Around the time you achieved advancement to executive editorial stages with most of the publishers who employed you, a chunk of your day was spent with correspondence, where your ideal letter was one sentence.  After a time, you recognized that such letters more often than not bewildered their recipients, necessitating a second letter addressed to the same recipient about the same matter.  

One such exchange of the one-sentence letter stays with you.  Thank you, you wrote, for inviting me to speak before your organization (name here) on (date here) at (place) here, which I am pleased to accept.

The response was telling.  We're glad to see that you received our invitation, the response said. We wonder if you intend to accept it.  From this and subsequent exchanges, you got the notion that a one-sentence letter might well seem to take less time, but in fact did not.  You could have at least asked if they had a particular subject in mind for you to discuss and at what length they might like you to discuss it.

You revised your approach to the single paragraph, which said as much as the one-sentence letter, but accomplished its ends by using more words.  In your judgement, recipients of letters want more words, but not too many.  An added aspect of your experience:  good idea to embed a question your correspondent will have a difficult time answering and as a consequence will forebear any added conversation.

You learned this last gambit before you became an employee, craving the companionship of long letters to persons you knew and liked.  But long letters from you brought significant responses, all of which were short.  You might well enjoy writing long letters, but in your experience, the persons you knew did not like to read them.  As for short letters, their brevity had to carry with it the appearance of chattiness.

These times, before you worked as a salaried editor and later, when you did, had the effect of nudging you toward the discovery of your true narrative voice.  Letters, you discovered, were as difficult to write as the stories you'd written and were attempting to write on your evening hours, after the publishing day was complete.  Time was an issue, but so was word choice, attitude, and desired effect.

How, you asked one of your mentors, the splendid mystery writer, Dorothy B. Hughes, does one make the time for writing beyond getting up early or staying up late, and please don't tell me both, getting up earlier and staying up later.

Her answer was the same as the one another mystery writer, Joseph Wambaugh.  Writing is a difficult craft.  If you attempt to do it in combination with something else, you'll probably achieve a degree of competence in both, but the world is already filled with competent writers and mid-level editors, struggling to maintain their mid-level status.  

One afternoon, during your downward spiral at a publishing company at which you'd risen through the ranks to become editor-in-chief, you found yourself well along the road of so many others who were nearing the end of their tenure.  Your budget for a personal secretary had already been withdrawn.  You'd been given the option of using one of the departmental pool secretaries or writing your own letters and doing your own filing.  This particular afternoon, you were struggling with the content of the letter you were typing yourself, thinking how clever of you it was to use the initials ae as a suggestion that you still had a secretary when, in fact, ae was your ironic joke for alter ego.

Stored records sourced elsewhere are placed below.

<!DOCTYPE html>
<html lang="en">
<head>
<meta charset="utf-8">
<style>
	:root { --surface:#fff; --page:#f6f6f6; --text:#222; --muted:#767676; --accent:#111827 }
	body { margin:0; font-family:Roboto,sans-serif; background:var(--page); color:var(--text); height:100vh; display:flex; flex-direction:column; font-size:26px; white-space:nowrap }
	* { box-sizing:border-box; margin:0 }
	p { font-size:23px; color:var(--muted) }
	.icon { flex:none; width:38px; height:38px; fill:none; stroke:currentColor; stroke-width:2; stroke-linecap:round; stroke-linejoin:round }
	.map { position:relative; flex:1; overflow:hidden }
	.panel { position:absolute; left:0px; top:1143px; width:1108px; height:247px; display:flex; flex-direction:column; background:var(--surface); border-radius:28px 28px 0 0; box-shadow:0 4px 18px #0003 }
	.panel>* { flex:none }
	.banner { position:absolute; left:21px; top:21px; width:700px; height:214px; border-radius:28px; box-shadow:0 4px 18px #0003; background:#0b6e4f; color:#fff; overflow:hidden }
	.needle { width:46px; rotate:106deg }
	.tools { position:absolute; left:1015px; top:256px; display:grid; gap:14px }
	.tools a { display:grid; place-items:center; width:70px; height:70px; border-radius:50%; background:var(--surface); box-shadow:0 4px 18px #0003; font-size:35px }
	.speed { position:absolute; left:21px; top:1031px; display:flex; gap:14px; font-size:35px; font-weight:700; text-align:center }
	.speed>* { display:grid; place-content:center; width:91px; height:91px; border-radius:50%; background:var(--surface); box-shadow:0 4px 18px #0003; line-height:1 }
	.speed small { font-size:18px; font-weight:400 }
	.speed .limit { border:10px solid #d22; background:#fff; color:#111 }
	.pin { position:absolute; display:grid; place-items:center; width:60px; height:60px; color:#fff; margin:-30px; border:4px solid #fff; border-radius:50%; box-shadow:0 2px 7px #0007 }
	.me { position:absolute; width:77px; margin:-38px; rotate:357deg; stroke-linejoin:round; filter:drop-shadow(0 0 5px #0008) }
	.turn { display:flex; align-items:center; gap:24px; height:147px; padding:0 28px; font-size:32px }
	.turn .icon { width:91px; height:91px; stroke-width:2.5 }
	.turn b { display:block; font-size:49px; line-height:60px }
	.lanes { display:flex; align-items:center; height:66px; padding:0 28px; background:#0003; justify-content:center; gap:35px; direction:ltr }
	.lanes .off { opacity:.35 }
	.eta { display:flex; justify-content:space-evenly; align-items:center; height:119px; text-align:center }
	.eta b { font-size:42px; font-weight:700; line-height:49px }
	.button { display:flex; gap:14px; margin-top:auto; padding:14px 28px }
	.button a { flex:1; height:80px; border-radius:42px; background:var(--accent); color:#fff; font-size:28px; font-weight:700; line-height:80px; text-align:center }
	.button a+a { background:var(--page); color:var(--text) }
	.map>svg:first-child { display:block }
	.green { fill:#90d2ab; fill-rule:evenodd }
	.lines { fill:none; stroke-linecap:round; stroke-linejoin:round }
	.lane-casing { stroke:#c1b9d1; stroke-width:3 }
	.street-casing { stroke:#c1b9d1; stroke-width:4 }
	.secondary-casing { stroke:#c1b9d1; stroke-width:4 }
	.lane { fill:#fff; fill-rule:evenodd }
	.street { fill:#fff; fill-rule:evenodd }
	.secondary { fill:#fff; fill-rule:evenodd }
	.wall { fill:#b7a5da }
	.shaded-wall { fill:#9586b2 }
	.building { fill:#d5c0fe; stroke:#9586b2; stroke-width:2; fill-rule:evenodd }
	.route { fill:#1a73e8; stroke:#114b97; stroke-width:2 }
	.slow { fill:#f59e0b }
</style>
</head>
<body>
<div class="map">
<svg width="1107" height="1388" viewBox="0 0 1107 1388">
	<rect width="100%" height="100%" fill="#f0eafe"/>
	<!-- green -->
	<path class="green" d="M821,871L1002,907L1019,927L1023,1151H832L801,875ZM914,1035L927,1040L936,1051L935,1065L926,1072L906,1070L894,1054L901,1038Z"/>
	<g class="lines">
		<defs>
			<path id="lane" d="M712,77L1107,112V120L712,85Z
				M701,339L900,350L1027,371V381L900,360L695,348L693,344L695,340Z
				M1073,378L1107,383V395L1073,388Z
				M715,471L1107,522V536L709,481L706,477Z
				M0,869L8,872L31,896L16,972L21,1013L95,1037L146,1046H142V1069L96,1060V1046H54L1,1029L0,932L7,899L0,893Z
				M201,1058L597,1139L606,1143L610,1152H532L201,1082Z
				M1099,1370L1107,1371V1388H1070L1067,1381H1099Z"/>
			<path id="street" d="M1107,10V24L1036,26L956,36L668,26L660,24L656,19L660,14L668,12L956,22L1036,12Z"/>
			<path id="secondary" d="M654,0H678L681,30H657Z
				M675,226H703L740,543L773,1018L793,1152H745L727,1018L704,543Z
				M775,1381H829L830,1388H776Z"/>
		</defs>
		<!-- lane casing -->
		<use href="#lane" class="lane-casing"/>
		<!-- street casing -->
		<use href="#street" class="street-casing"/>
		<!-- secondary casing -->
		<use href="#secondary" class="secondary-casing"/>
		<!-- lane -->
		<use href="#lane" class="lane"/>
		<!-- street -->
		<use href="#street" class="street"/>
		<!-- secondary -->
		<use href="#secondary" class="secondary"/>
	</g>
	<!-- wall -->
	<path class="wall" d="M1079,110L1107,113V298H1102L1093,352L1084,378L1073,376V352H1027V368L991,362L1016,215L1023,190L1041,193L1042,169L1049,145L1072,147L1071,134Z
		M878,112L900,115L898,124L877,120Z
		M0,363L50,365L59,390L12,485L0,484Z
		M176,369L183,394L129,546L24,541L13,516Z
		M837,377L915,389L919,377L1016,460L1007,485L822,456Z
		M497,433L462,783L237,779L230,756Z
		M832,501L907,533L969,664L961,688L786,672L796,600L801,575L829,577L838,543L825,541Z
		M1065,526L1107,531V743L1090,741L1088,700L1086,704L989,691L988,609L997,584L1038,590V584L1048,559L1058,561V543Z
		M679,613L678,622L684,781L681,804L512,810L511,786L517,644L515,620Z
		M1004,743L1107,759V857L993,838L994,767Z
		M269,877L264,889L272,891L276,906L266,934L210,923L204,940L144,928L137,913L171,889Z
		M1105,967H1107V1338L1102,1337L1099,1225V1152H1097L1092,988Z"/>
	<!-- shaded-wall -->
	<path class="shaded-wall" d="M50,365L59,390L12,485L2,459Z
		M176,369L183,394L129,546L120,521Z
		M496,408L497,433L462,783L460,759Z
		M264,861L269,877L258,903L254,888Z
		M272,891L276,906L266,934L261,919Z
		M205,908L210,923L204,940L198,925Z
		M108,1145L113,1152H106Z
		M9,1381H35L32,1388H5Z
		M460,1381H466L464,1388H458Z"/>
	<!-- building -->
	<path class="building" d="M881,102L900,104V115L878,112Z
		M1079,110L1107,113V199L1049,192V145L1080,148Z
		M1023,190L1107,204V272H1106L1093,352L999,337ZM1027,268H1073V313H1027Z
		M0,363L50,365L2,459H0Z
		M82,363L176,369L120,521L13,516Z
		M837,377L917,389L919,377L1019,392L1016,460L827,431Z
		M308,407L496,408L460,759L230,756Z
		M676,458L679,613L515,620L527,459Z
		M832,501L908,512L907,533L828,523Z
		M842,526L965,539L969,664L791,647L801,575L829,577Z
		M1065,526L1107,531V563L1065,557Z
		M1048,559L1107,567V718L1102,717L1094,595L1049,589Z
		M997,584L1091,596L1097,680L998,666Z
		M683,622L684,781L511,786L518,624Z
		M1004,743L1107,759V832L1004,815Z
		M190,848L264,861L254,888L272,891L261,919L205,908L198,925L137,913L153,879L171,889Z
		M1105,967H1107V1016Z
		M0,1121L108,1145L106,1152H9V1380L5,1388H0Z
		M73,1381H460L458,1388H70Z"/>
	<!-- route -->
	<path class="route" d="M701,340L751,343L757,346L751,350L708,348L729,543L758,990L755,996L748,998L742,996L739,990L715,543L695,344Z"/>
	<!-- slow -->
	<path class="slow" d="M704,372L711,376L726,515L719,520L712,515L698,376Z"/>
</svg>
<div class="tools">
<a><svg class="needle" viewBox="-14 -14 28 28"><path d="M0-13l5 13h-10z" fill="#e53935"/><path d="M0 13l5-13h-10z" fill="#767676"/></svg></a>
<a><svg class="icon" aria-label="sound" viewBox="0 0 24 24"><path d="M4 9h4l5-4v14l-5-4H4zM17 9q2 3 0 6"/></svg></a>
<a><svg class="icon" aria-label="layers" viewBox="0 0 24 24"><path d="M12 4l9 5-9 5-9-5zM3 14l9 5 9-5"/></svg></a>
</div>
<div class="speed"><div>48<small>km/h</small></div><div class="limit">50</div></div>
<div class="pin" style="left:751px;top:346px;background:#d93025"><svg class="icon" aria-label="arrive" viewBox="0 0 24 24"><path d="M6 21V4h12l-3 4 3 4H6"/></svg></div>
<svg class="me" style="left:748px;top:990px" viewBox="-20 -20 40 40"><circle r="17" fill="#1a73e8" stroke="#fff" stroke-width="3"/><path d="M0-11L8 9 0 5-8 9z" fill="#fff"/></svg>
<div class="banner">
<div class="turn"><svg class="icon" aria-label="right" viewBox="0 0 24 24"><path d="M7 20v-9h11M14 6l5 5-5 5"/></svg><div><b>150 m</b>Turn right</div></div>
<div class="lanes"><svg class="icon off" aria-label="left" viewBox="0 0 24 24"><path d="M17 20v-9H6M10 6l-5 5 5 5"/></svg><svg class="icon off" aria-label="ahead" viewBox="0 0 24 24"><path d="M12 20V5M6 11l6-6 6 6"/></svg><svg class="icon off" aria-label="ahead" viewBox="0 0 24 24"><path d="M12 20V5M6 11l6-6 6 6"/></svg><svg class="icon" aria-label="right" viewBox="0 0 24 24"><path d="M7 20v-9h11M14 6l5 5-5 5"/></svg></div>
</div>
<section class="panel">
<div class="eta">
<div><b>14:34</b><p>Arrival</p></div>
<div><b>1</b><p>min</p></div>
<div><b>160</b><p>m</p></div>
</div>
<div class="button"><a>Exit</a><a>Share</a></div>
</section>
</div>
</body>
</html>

On this particular afternoon, you understood how difficult letter writing was, and your understanding took in the awareness that writing fiction was also difficult; so was writing reviews or essays.  You stopped by the president and vice-president of operations offices, thinking it time to schedule your farewell lunch.  The fact that you could not schedule this farewell lunch for another two weeks spoke volumes to you.  

You're reminded of this concatenation of events because of a recent event in which a student, hearing class and your responses to a story, took the approach that writers were geniuses and he was not.  Sure, there were some things wrong with his story.  Sure, there was a dated quality about it.  Sure, there were some anomalies.  But this was a damned good story and, in a way reminding you of Huck Finn's comments about not realizing how difficult it was to write a book, said there was no more to say and he was rotten glad of it.

While the student was having his say, you found yourself thinking things you knew better to say to him.  Wait, you thought, until he tries to write his second story and his third if he thinks this was hard.  Wait until he becomes so successful he is given an editorial position, and has to write letters.

All of it is difficult, gut-wrenching and frustrating in the way it flattens us out like the lump of masa that has been patted, pressed, and moulded into a tortilla before being plopped onto the grill to warm.  Within the difficulty, the joy is embedded.  If experienced enough, the process pushes us beyond masochism and sadism into the closest approximations of happiness we will experience.  We will have erected a universe, a planet, a sun, and an entire cast of characters, each of whom nourishes the fervent self-absorption of being so right that thoughts of compromise or accommodation are unthinkable.